What this shambles of an election has exposed is that there is a sizable group of evangelical leaders for whom the power and prestige of partisan politics is more dear than fidelity to our resurrected king, that we would chase glory alongside a thrice-married serial adulterer even if it means our Lord who calls us to a cross rather than the ephemeral glory of the moneyed mobs, that we would sooner cast our lot with a pathological narcissist than dare to, like our fathers and mothers in the faith, face the danger and vulnerability of life with Christ in the wilderness.

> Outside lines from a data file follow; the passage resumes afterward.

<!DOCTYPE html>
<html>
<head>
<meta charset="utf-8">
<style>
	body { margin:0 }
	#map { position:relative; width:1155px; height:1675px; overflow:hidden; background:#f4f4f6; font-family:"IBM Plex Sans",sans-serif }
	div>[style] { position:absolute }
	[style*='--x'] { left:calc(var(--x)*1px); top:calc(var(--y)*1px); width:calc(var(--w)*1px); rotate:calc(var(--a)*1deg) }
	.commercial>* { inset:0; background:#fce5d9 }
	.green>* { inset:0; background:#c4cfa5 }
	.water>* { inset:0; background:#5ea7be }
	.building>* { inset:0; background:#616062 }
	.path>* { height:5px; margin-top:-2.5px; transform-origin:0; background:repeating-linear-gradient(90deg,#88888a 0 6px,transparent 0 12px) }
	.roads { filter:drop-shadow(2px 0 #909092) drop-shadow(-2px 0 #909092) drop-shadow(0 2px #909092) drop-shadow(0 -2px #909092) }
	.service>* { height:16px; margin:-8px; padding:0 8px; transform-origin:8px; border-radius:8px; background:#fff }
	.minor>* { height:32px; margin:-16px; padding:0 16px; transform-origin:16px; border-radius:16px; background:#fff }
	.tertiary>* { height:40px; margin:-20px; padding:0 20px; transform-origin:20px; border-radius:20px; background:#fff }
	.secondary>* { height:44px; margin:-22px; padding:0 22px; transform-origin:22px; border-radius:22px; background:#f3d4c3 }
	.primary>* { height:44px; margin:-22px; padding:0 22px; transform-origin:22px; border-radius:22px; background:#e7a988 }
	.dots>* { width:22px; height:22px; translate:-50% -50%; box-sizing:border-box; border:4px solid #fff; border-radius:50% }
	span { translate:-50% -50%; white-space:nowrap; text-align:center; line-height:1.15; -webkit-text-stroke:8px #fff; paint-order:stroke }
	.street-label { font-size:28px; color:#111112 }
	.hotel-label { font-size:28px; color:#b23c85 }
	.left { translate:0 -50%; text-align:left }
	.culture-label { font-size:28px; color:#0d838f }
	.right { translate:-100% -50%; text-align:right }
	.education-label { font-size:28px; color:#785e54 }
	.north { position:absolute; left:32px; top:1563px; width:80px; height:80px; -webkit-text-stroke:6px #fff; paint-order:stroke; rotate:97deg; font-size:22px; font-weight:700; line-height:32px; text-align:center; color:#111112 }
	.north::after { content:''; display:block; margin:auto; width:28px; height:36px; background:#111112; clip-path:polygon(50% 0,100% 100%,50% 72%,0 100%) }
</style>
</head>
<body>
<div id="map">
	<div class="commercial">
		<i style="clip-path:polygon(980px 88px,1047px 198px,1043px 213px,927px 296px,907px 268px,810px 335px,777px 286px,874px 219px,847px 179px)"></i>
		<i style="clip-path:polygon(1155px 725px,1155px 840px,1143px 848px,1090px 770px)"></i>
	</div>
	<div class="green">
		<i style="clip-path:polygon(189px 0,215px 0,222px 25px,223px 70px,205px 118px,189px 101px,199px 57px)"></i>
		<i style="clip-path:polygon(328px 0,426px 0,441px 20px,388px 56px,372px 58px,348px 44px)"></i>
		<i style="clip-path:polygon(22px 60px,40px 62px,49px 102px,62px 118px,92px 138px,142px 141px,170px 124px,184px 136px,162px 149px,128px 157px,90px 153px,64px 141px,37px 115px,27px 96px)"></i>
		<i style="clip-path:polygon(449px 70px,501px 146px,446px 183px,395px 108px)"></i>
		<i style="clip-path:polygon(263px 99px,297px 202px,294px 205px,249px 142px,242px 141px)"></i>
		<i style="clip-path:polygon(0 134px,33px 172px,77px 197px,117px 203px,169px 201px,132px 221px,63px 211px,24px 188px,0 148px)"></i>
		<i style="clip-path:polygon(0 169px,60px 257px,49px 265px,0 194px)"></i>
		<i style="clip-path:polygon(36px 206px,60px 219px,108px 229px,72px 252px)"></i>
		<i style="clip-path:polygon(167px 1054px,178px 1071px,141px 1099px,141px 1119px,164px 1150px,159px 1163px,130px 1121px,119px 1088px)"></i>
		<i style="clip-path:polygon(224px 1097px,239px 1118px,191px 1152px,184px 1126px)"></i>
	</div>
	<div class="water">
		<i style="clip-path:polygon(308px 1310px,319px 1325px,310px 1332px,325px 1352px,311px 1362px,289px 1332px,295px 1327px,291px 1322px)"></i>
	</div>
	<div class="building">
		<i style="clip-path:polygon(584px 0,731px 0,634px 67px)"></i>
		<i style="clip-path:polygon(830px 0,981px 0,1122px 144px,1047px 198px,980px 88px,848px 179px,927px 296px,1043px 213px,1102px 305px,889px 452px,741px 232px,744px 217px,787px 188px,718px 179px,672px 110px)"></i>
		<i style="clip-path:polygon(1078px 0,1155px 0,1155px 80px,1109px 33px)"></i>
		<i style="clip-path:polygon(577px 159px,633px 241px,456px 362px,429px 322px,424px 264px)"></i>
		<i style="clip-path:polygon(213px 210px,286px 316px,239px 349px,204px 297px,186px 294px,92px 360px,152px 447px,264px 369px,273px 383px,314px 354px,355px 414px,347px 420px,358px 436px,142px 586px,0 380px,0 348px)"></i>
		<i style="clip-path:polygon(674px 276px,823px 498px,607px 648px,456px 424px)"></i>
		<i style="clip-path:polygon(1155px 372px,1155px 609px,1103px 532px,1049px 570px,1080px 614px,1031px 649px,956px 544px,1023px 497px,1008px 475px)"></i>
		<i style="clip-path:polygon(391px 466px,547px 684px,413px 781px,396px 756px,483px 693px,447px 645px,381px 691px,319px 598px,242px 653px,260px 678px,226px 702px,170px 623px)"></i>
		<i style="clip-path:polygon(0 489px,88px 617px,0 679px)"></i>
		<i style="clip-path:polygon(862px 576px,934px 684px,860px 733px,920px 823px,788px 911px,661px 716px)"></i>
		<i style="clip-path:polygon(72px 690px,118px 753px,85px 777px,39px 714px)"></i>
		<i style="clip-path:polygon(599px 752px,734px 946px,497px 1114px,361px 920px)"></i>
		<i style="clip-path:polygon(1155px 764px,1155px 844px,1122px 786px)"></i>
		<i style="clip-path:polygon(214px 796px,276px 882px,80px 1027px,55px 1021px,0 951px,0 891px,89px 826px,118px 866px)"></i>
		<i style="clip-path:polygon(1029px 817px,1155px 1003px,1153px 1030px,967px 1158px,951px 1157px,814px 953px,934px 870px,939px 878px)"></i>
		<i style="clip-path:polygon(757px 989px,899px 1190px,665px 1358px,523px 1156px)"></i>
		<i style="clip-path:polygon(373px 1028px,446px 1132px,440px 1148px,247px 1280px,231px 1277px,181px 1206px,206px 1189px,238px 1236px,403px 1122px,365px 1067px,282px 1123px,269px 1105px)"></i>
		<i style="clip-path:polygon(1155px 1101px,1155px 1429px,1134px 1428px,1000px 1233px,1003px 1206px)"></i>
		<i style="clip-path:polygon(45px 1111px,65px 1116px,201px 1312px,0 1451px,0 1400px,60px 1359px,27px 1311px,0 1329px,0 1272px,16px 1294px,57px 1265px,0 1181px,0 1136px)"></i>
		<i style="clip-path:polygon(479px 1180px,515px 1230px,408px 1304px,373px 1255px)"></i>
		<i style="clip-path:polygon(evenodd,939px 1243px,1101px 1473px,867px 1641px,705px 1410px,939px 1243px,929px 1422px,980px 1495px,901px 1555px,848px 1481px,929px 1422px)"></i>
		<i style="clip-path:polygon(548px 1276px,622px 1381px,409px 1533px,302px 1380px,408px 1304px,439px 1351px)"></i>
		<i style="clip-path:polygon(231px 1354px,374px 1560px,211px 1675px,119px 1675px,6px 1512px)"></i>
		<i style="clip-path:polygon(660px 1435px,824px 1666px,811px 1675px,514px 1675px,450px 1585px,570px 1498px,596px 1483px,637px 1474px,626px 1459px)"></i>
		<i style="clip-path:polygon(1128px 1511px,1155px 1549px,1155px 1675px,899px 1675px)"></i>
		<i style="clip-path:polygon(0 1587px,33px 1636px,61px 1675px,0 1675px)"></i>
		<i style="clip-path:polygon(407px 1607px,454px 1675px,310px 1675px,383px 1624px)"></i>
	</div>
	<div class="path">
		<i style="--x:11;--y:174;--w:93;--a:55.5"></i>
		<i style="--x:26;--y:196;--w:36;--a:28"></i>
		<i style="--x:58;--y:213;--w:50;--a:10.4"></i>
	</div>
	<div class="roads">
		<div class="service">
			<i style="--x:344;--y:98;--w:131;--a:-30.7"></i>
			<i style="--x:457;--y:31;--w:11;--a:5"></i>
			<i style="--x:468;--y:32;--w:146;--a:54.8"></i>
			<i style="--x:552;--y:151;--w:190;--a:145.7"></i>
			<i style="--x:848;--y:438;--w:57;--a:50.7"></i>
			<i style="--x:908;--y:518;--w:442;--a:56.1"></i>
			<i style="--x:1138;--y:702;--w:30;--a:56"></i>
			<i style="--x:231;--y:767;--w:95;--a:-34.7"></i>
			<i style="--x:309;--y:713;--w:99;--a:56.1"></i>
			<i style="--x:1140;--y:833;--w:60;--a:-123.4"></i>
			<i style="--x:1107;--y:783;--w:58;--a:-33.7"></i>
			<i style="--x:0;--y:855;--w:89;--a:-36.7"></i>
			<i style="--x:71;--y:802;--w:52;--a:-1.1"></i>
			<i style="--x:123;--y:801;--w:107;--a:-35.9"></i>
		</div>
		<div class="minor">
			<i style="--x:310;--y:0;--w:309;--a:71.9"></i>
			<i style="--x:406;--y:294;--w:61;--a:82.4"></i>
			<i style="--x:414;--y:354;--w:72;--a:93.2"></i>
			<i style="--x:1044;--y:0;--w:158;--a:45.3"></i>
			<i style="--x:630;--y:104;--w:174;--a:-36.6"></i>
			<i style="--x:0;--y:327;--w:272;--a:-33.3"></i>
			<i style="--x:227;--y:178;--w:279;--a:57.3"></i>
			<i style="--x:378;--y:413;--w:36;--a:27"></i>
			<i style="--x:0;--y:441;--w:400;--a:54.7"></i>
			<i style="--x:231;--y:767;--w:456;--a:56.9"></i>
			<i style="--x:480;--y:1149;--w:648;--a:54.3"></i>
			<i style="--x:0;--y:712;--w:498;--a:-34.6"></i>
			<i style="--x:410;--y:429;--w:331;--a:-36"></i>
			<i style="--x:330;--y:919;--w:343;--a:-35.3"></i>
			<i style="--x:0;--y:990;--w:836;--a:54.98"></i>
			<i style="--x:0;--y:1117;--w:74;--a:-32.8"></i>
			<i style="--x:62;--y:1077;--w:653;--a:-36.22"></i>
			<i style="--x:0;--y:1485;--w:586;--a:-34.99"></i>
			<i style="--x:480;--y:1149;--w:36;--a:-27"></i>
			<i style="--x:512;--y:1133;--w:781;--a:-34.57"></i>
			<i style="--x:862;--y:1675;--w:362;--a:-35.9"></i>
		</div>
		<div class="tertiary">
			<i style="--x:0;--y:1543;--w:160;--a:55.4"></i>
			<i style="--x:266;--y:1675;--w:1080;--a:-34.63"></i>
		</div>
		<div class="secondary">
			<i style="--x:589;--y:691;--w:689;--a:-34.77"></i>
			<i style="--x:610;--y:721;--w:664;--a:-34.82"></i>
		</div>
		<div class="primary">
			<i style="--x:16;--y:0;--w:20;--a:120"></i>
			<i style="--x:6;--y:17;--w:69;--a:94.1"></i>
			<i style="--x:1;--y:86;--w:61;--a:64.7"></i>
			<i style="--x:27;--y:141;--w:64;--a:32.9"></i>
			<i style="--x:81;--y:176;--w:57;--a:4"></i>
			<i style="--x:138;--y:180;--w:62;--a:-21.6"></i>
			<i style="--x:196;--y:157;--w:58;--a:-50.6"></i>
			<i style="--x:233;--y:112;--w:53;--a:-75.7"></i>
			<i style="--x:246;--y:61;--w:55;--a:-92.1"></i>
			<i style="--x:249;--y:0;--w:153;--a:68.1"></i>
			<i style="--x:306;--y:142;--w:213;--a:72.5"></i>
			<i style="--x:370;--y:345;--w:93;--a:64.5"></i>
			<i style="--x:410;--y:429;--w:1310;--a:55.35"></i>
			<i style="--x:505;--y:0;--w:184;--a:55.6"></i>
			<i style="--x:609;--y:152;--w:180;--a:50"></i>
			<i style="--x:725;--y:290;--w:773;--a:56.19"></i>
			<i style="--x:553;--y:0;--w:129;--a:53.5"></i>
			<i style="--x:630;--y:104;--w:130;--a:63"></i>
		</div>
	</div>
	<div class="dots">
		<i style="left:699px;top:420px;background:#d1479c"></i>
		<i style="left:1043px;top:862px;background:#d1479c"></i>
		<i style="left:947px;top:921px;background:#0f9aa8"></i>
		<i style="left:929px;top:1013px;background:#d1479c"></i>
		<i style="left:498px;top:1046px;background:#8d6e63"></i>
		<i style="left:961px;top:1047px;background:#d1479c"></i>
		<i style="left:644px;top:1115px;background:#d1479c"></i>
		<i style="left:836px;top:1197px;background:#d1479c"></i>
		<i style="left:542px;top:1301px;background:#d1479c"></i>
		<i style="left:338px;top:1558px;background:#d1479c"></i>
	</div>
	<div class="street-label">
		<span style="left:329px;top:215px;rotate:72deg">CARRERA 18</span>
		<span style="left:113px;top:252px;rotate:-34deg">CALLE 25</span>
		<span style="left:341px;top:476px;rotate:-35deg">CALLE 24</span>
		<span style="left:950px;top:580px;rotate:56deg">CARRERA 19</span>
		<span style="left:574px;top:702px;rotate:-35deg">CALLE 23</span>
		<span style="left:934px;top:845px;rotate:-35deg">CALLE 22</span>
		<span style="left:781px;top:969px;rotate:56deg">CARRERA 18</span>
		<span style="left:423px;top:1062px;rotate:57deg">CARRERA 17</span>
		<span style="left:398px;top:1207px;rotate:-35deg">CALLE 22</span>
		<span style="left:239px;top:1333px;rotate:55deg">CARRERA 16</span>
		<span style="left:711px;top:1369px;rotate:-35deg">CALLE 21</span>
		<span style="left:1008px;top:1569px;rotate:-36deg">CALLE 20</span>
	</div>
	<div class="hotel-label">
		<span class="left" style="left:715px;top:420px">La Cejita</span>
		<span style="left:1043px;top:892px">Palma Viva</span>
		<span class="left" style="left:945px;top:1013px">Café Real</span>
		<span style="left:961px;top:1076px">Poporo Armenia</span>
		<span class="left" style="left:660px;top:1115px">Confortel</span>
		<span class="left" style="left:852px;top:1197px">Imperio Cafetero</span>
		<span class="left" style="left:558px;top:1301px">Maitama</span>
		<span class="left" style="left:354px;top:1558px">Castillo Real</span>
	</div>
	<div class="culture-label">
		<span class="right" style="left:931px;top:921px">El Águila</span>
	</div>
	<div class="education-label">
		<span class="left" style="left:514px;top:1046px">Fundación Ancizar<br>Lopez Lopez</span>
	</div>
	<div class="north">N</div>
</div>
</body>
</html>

There is a second famous dystopian novel from the mid-20th century, after all. It is not the story of a silence achieved via torture and brainwashing, but of a similarly devastated people who need no external pressure to obliterate them. In Aldous Huxley’s Brave New World there is no need for loud Big Brother slogans or wooden fumi-e to test a person’s loyalty to the powers and principalities. There are no tests at all because the people, sated with the wonder-drug Soma, police themselves, drugged on a cocktail of medication, cheap entertainment, and the illusion of happiness, success, and (no doubt) safety.

If tomorrow’s evangelicals face their own fumi-e, and we very well might, it won’t primarily be the fault of those on the left forcing them into the position of having to make such a choice, although they will bear some responsibility. The primary fault will be with the generation that proceeded them which, doped up on Soma, sold their fidelity for a bowl of pottage served to them by a charlatan who promised them the world.